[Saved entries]
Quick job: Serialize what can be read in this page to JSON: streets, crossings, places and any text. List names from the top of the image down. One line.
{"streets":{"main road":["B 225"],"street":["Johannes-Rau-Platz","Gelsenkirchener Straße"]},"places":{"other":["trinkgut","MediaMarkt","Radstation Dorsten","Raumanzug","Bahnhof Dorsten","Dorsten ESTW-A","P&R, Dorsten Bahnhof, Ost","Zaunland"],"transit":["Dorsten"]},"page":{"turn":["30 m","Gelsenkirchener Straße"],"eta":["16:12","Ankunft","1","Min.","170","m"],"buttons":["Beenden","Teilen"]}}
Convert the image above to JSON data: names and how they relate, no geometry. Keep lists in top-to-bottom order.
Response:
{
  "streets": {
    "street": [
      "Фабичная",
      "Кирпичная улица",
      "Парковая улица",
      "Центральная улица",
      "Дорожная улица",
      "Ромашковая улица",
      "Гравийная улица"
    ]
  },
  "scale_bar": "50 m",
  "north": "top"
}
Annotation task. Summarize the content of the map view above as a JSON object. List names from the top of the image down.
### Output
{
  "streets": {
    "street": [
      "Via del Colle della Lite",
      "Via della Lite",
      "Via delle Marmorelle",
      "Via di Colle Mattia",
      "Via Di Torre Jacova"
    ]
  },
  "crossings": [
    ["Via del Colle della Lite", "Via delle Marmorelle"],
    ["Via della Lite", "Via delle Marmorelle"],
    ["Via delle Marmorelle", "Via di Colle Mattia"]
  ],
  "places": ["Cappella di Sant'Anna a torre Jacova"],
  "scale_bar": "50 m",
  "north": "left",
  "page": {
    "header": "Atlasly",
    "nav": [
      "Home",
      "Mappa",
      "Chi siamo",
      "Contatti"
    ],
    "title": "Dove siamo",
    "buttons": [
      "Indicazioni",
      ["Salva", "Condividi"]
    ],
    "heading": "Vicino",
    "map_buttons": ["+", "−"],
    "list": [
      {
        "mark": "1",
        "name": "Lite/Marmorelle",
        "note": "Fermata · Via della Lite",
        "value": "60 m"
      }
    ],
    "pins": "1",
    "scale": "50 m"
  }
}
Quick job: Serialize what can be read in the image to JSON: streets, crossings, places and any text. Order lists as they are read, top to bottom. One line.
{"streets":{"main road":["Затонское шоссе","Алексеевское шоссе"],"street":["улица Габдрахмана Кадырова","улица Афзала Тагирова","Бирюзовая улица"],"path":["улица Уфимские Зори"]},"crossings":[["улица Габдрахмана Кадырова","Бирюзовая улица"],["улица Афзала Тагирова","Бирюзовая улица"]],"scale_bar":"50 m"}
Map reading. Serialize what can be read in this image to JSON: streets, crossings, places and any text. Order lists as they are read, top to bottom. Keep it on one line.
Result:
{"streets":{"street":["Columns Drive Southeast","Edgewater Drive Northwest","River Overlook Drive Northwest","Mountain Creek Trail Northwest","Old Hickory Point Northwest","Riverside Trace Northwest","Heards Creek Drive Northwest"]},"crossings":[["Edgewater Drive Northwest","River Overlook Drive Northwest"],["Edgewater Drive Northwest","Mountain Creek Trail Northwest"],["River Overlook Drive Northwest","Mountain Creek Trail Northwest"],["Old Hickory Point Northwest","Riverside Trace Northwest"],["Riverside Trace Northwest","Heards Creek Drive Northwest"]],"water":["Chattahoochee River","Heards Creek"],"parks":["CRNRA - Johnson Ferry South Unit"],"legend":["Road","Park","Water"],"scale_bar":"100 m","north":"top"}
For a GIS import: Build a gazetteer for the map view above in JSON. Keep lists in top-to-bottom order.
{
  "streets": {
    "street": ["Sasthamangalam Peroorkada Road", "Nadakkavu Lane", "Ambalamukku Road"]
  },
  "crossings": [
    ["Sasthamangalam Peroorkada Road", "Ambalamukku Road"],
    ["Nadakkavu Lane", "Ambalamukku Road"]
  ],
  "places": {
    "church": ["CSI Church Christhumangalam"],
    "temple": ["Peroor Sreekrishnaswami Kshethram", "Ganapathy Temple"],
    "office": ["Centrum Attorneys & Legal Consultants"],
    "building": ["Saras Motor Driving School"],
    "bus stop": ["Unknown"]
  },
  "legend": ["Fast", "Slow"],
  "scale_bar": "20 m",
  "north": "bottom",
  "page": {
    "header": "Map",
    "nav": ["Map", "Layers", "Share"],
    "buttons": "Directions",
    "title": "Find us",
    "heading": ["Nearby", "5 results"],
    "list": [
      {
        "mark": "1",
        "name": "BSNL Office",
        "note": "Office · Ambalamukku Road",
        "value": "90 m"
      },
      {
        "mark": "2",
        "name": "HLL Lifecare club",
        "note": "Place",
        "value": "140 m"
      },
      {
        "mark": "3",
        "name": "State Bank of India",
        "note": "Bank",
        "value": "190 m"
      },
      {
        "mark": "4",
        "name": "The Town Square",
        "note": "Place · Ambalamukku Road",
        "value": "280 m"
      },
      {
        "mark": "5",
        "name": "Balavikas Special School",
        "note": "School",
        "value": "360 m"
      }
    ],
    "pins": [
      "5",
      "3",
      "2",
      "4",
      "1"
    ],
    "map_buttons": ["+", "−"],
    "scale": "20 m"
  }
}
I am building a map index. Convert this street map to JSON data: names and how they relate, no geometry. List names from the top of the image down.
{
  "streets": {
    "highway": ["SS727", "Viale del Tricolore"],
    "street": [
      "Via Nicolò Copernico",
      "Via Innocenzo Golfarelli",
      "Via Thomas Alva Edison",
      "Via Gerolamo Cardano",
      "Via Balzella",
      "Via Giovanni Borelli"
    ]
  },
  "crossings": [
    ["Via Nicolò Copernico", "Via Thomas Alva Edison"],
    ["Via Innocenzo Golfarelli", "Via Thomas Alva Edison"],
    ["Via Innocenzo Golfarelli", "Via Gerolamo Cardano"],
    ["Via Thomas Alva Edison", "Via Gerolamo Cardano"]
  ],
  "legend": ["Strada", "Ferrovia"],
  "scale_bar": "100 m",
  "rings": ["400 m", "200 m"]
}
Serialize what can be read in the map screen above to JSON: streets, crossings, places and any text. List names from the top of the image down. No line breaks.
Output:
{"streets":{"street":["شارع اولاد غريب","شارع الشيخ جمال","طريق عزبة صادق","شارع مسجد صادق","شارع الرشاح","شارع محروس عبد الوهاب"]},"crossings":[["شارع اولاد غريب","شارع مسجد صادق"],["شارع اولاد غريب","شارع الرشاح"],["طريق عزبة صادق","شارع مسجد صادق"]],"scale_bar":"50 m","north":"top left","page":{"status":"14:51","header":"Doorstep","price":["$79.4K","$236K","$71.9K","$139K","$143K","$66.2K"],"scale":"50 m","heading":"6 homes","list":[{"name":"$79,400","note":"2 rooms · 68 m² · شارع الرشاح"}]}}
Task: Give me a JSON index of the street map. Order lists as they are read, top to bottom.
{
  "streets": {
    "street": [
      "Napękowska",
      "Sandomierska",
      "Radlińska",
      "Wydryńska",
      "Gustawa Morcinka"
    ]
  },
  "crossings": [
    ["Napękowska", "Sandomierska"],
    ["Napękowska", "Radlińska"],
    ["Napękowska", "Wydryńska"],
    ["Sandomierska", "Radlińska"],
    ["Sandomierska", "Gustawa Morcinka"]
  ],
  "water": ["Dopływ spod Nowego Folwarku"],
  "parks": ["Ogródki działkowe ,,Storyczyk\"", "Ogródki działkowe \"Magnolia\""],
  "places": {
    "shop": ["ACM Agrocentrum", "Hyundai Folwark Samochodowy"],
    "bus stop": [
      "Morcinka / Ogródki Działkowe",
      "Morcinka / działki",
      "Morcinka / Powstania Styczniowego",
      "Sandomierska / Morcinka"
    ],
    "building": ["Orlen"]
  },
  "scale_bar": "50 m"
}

**Description of the task**
Each line of the data should be transcribed exactly.

**Solution for this task**
Quick job: Serialize what can be read in this page to JSON: streets, crossings, places and any text. List names from the top of the image down. One line.
{"streets":{"main road":["B 225"],"street":["Johannes-Rau-Platz","Gelsenkirchener Straße"]},"places":{"other":["trinkgut","MediaMarkt","Radstation Dorsten","Raumanzug","Bahnhof Dorsten","Dorsten ESTW-A","P&R, Dorsten Bahnhof, Ost","Zaunland"],"transit":["Dorsten"]},"page":{"turn":["30 m","Gelsenkirchener Straße"],"eta":["16:12","Ankunft","1","Min.","170","m"],"buttons":["Beenden","Teilen"]}}
Convert the image above to JSON data: names and how they relate, no geometry. Keep lists in top-to-bottom order.
Response:
{
  "streets": {
    "street": [
      "Фабичная",
      "Кирпичная улица",
      "Парковая улица",
      "Центральная улица",
      "Дорожная улица",
      "Ромашковая улица",
      "Гравийная улица"
    ]
  },
  "scale_bar": "50 m",
  "north": "top"
}
Annotation task. Summarize the content of the map view above as a JSON object. List names from the top of the image down.
### Output
{
  "streets": {
    "street": [
      "Via del Colle della Lite",
      "Via della Lite",
      "Via delle Marmorelle",
      "Via di Colle Mattia",
      "Via Di Torre Jacova"
    ]
  },
  "crossings": [
    ["Via del Colle della Lite", "Via delle Marmorelle"],
    ["Via della Lite", "Via delle Marmorelle"],
    ["Via delle Marmorelle", "Via di Colle Mattia"]
  ],
  "places": ["Cappella di Sant'Anna a torre Jacova"],
  "scale_bar": "50 m",
  "north": "left",
  "page": {
    "header": "Atlasly",
    "nav": [
      "Home",
      "Mappa",
      "Chi siamo",
      "Contatti"
    ],
    "title": "Dove siamo",
    "buttons": [
      "Indicazioni",
      ["Salva", "Condividi"]
    ],
    "heading": "Vicino",
    "map_buttons": ["+", "−"],
    "list": [
      {
        "mark": "1",
        "name": "Lite/Marmorelle",
        "note": "Fermata · Via della Lite",
        "value": "60 m"
      }
    ],
    "pins": "1",
    "scale": "50 m"
  }
}
Quick job: Serialize what can be read in the image to JSON: streets, crossings, places and any text. Order lists as they are read, top to bottom. One line.
{"streets":{"main road":["Затонское шоссе","Алексеевское шоссе"],"street":["улица Габдрахмана Кадырова","улица Афзала Тагирова","Бирюзовая улица"],"path":["улица Уфимские Зори"]},"crossings":[["улица Габдрахмана Кадырова","Бирюзовая улица"],["улица Афзала Тагирова","Бирюзовая улица"]],"scale_bar":"50 m"}
Map reading. Serialize what can be read in this image to JSON: streets, crossings, places and any text. Order lists as they are read, top to bottom. Keep it on one line.
Result:
{"streets":{"street":["Columns Drive Southeast","Edgewater Drive Northwest","River Overlook Drive Northwest","Mountain Creek Trail Northwest","Old Hickory Point Northwest","Riverside Trace Northwest","Heards Creek Drive Northwest"]},"crossings":[["Edgewater Drive Northwest","River Overlook Drive Northwest"],["Edgewater Drive Northwest","Mountain Creek Trail Northwest"],["River Overlook Drive Northwest","Mountain Creek Trail Northwest"],["Old Hickory Point Northwest","Riverside Trace Northwest"],["Riverside Trace Northwest","Heards Creek Drive Northwest"]],"water":["Chattahoochee River","Heards Creek"],"parks":["CRNRA - Johnson Ferry South Unit"],"legend":["Road","Park","Water"],"scale_bar":"100 m","north":"top"}
For a GIS import: Build a gazetteer for the map view above in JSON. Keep lists in top-to-bottom order.
{
  "streets": {
    "street": ["Sasthamangalam Peroorkada Road", "Nadakkavu Lane", "Ambalamukku Road"]
  },
  "crossings": [
    ["Sasthamangalam Peroorkada Road", "Ambalamukku Road"],
    ["Nadakkavu Lane", "Ambalamukku Road"]
  ],
  "places": {
    "church": ["CSI Church Christhumangalam"],
    "temple": ["Peroor Sreekrishnaswami Kshethram", "Ganapathy Temple"],
    "office": ["Centrum Attorneys & Legal Consultants"],
    "building": ["Saras Motor Driving School"],
    "bus stop": ["Unknown"]
  },
  "legend": ["Fast", "Slow"],
  "scale_bar": "20 m",
  "north": "bottom",
  "page": {
    "header": "Map",
    "nav": ["Map", "Layers", "Share"],
    "buttons": "Directions",
    "title": "Find us",
    "heading": ["Nearby", "5 results"],
    "list": [
      {
        "mark": "1",
        "name": "BSNL Office",
        "note": "Office · Ambalamukku Road",
        "value": "90 m"
      },
      {
        "mark": "2",
        "name": "HLL Lifecare club",
        "note": "Place",
        "value": "140 m"
      },
      {
        "mark": "3",
        "name": "State Bank of India",
        "note": "Bank",
        "value": "190 m"
      },
      {
        "mark": "4",
        "name": "The Town Square",
        "note": "Place · Ambalamukku Road",
        "value": "280 m"
      },
      {
        "mark": "5",
        "name": "Balavikas Special School",
        "note": "School",
        "value": "360 m"
      }
    ],
    "pins": [
      "5",
      "3",
      "2",
      "4",
      "1"
    ],
    "map_buttons": ["+", "−"],
    "scale": "20 m"
  }
}
I am building a map index. Convert this street map to JSON data: names and how they relate, no geometry. List names from the top of the image down.
{
  "streets": {
    "highway": ["SS727", "Viale del Tricolore"],
    "street": [
      "Via Nicolò Copernico",
      "Via Innocenzo Golfarelli",
      "Via Thomas Alva Edison",
      "Via Gerolamo Cardano",
      "Via Balzella",
      "Via Giovanni Borelli"
    ]
  },
  "crossings": [
    ["Via Nicolò Copernico", "Via Thomas Alva Edison"],
    ["Via Innocenzo Golfarelli", "Via Thomas Alva Edison"],
    ["Via Innocenzo Golfarelli", "Via Gerolamo Cardano"],
    ["Via Thomas Alva Edison", "Via Gerolamo Cardano"]
  ],
  "legend": ["Strada", "Ferrovia"],
  "scale_bar": "100 m",
  "rings": ["400 m", "200 m"]
}
Serialize what can be read in the map screen above to JSON: streets, crossings, places and any text. List names from the top of the image down. No line breaks.
Output:
{"streets":{"street":["شارع اولاد غريب","شارع الشيخ جمال","طريق عزبة صادق","شارع مسجد صادق","شارع الرشاح","شارع محروس عبد الوهاب"]},"crossings":[["شارع اولاد غريب","شارع مسجد صادق"],["شارع اولاد غريب","شارع الرشاح"],["طريق عزبة صادق","شارع مسجد صادق"]],"scale_bar":"50 m","north":"top left","page":{"status":"14:51","header":"Doorstep","price":["$79.4K","$236K","$71.9K","$139K","$143K","$66.2K"],"scale":"50 m","heading":"6 homes","list":[{"name":"$79,400","note":"2 rooms · 68 m² · شارع الرشاح"}]}}
Task: Give me a JSON index of the street map. Order lists as they are read, top to bottom.
{
  "streets": {
    "street": [
      "Napękowska",
      "Sandomierska",
      "Radlińska",
      "Wydryńska",
      "Gustawa Morcinka"
    ]
  },
  "crossings": [
    ["Napękowska", "Sandomierska"],
    ["Napękowska", "Radlińska"],
    ["Napękowska", "Wydryńska"],
    ["Sandomierska", "Radlińska"],
    ["Sandomierska", "Gustawa Morcinka"]
  ],
  "water": ["Dopływ spod Nowego Folwarku"],
  "parks": ["Ogródki działkowe ,,Storyczyk\"", "Ogródki działkowe \"Magnolia\""],
  "places": {
    "shop": ["ACM Agrocentrum", "Hyundai Folwark Samochodowy"],
    "bus stop": [
      "Morcinka / Ogródki Działkowe",
      "Morcinka / działki",
      "Morcinka / Powstania Styczniowego",
      "Sandomierska / Morcinka"
    ],
    "building": ["Orlen"]
  },
  "scale_bar": "50 m"
}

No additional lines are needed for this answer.